İstifa restinde ilk raund Zarif'in

İstifa restinde ilk raund Zarif'in
Dini lider Hamaney’in de istifa kararına olumsuz bakması sonucu yaşanan geri dönüş, Dışişleri Bakanı Zarif’i, adeta “seçilmiş” bakandan “atanmış” bakan statüsüne yükseltti.

İstifa restinde ilk raund Zarif'in

Dini lider Hamaney’in de istifa kararına olumsuz bakması sonucu yaşanan geri dönüş, Dışişleri Bakanı Zarif’i, adeta “seçilmiş” bakandan “atanmış” bakan statüsüne yükseltti.

İran Dışişleri Bakanı Cevad Zarif, Şubat ayının sonlarına doğru görevinden istifa ettiğini açıkladı. Üstelik bu kararını, ülkede kullanımı yasak olan Instagram’daki hesabından duyurdu. İstifa haberinden iki gün sonra Cumhurbaşkanı Hasan Ruhani, Zarif’in istifasını kabul etmedi ve Zarif, ülkeye gelen Ermenistan heyetini karşılamak suretiyle görevine devam etti. İranlı bakan daha önce de istifa etmiş ancak Ruhani tarafından vazgeçirilmişti. Ancak bu seferki istifa açıklaması, zamanlaması ve içeriği bakımından diğerlerinden çok daha fazla anlam ve önem arz ediyor.

İran Dışişleri Bakanı’nın göreve devam etmesi, İranlı muhafazakârların yanı sıra istifayı olumlu bir gelişme olarak okuyan Tel Aviv ve Riyad’ı da üzen bir geri dönüş oldu. Zarif’in göreve devam etmesi, nükleer anlaşmanın geleceği ve İran’ın dış politikasındaki uzlaşmacı tavrın devamı açısından da hayati önem arz ediyor.

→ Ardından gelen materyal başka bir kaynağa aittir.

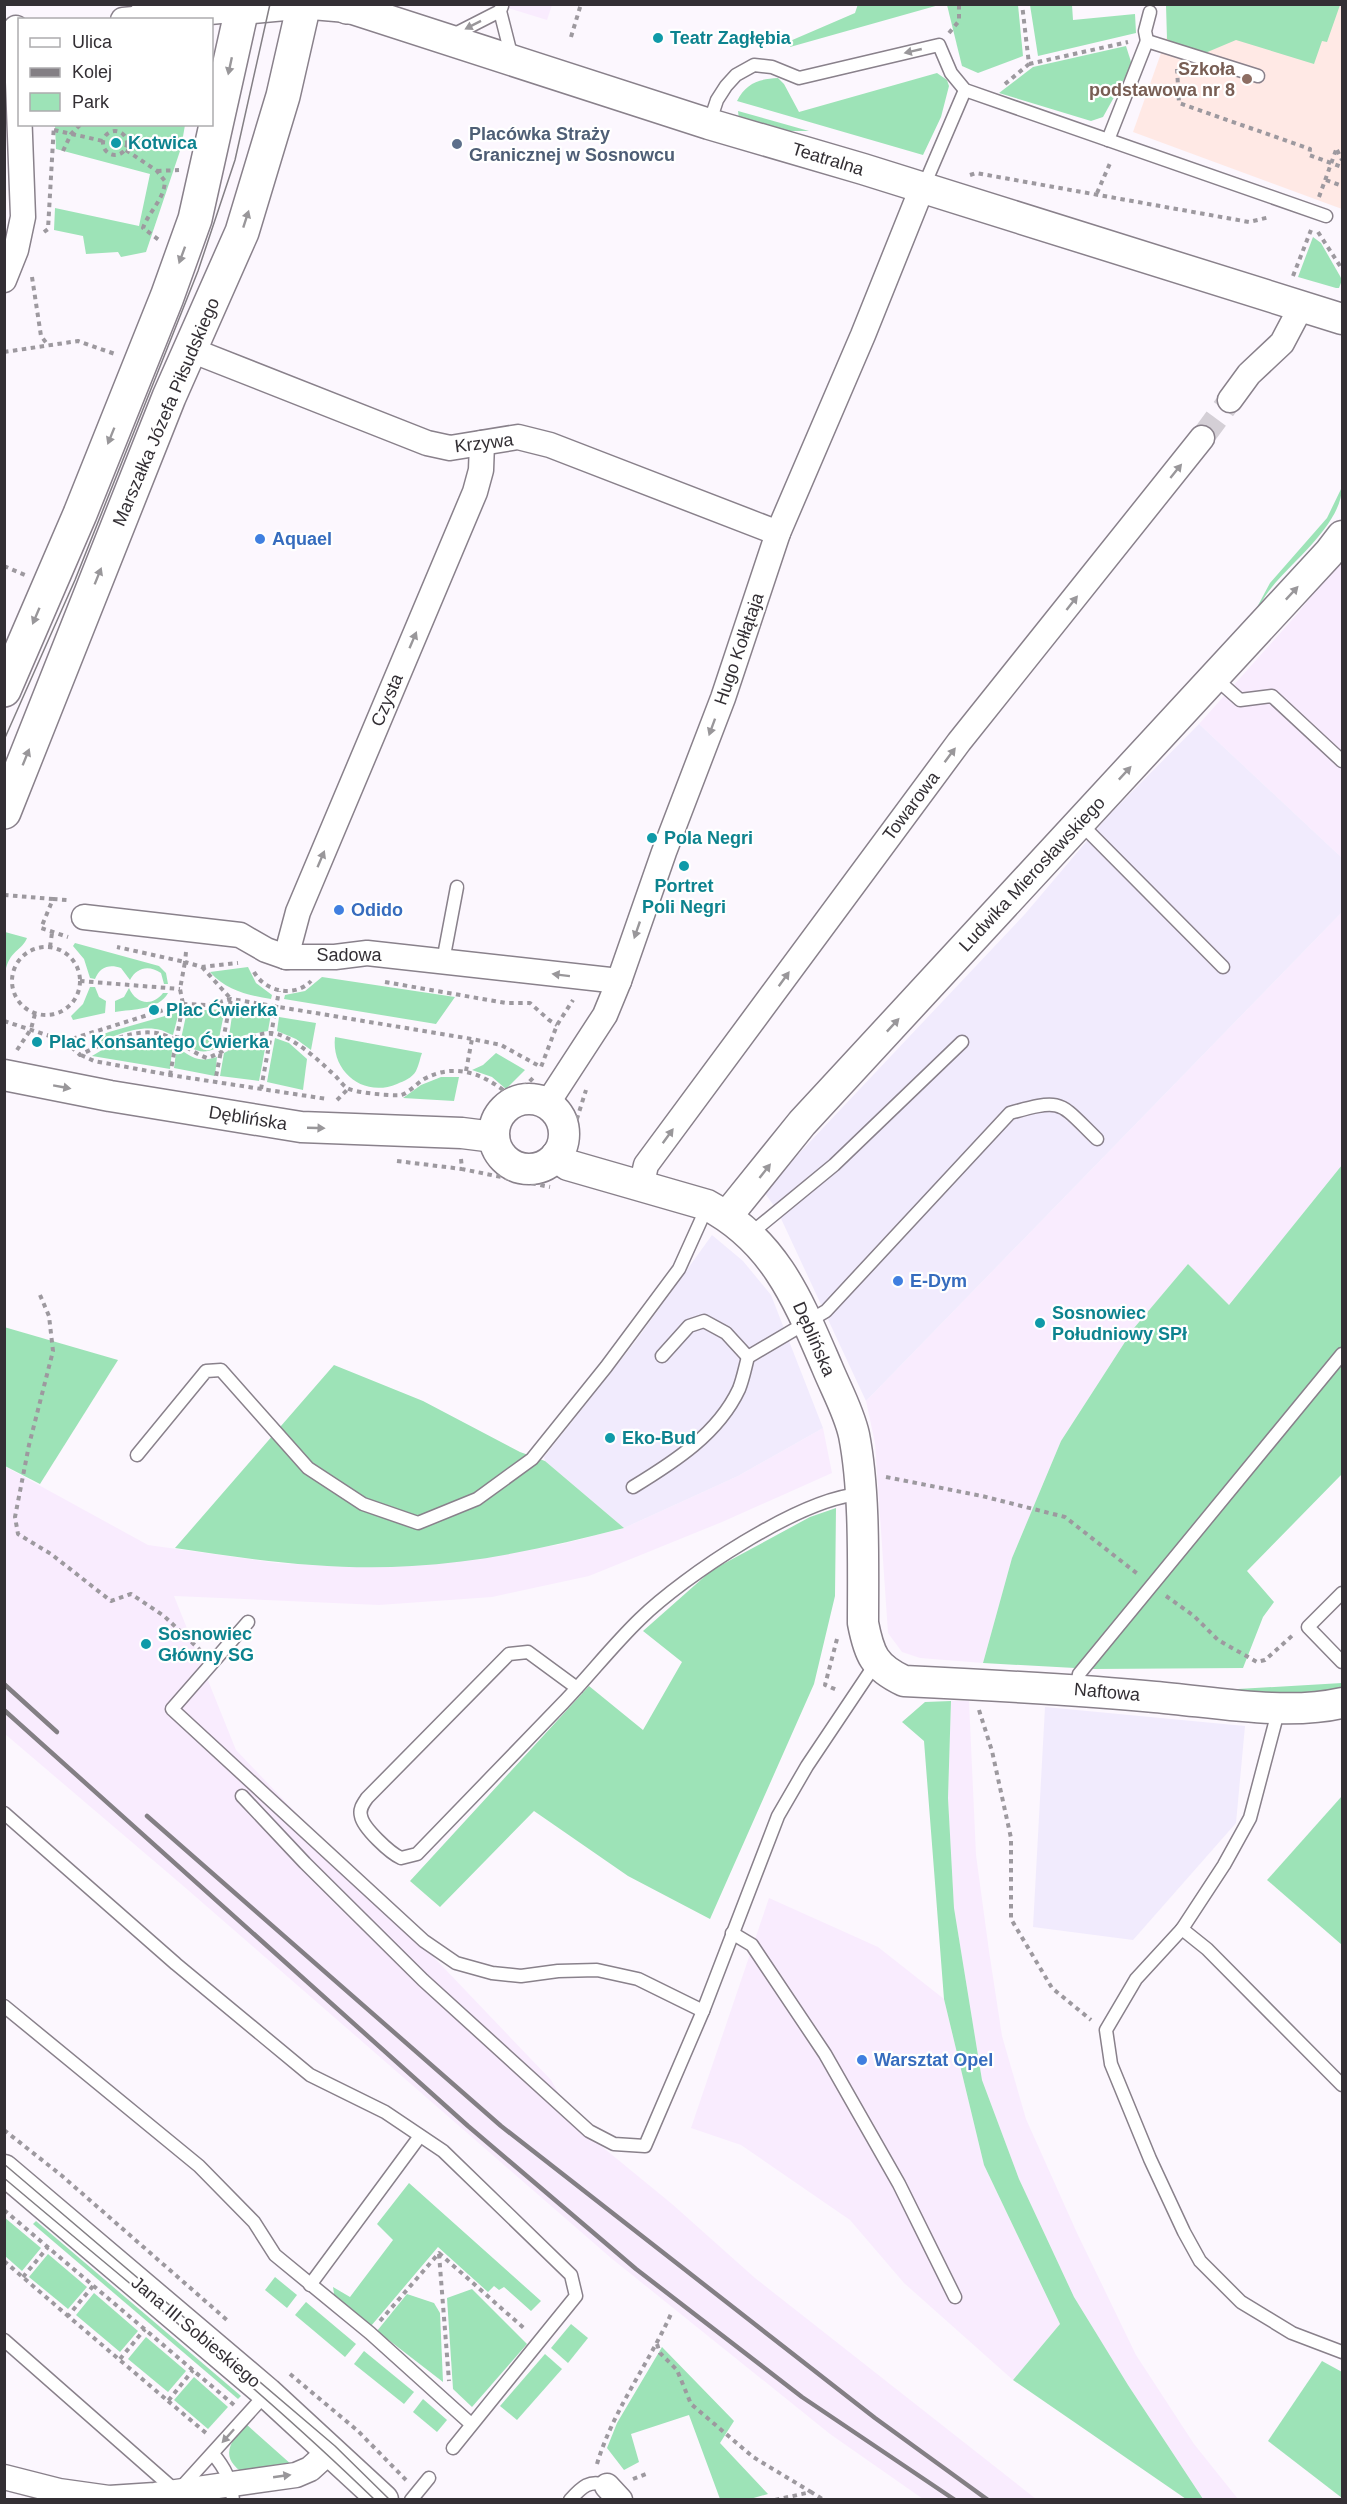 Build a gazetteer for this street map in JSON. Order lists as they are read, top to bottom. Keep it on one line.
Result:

Şimdilik kazanan taraf gibi görünse de dışişleri bakanının istifa kararıyla, İran siyasi sahnesinden silinip gitme pahasına bir kumar oynadığını söylemek mümkün. Zira üzerindeki baskının arttığı bir dönemde İranlıların aktif olarak kullandığı sosyal medya hesabı üzerinden duyurulan istifa haberi; halkın, siyasi elitlerin ve şimdiye kadar pek anlaşamadığı muhafazakâr kesimin desteğini yeniden arkasına almasıyla sonuçlandı. Dini lider Hamaney’in de istifa kararına olumsuz bakması sonucu yaşanan geri dönüş, Dışişleri Bakanı Zarif’i, adeta “seçilmiş” bakandan “atanmış” bakan statüsüne yükseltti. Nükleer anlaşmanın akıbeti, ülkedeki ekonomik kriz ve Ruhani kabinesi üzerindeki baskı dikkate alındığında Zarif’in istifa kararı için aslında en doğru zamanı beklediğini söylemek mümkün. Bu manevra ile rüzgâr bir anda tersine dönmüş ve Ruhani kabinesi, göreve geldiği döneme benzer bir coşkuyu yeniden elde etmiş oldu.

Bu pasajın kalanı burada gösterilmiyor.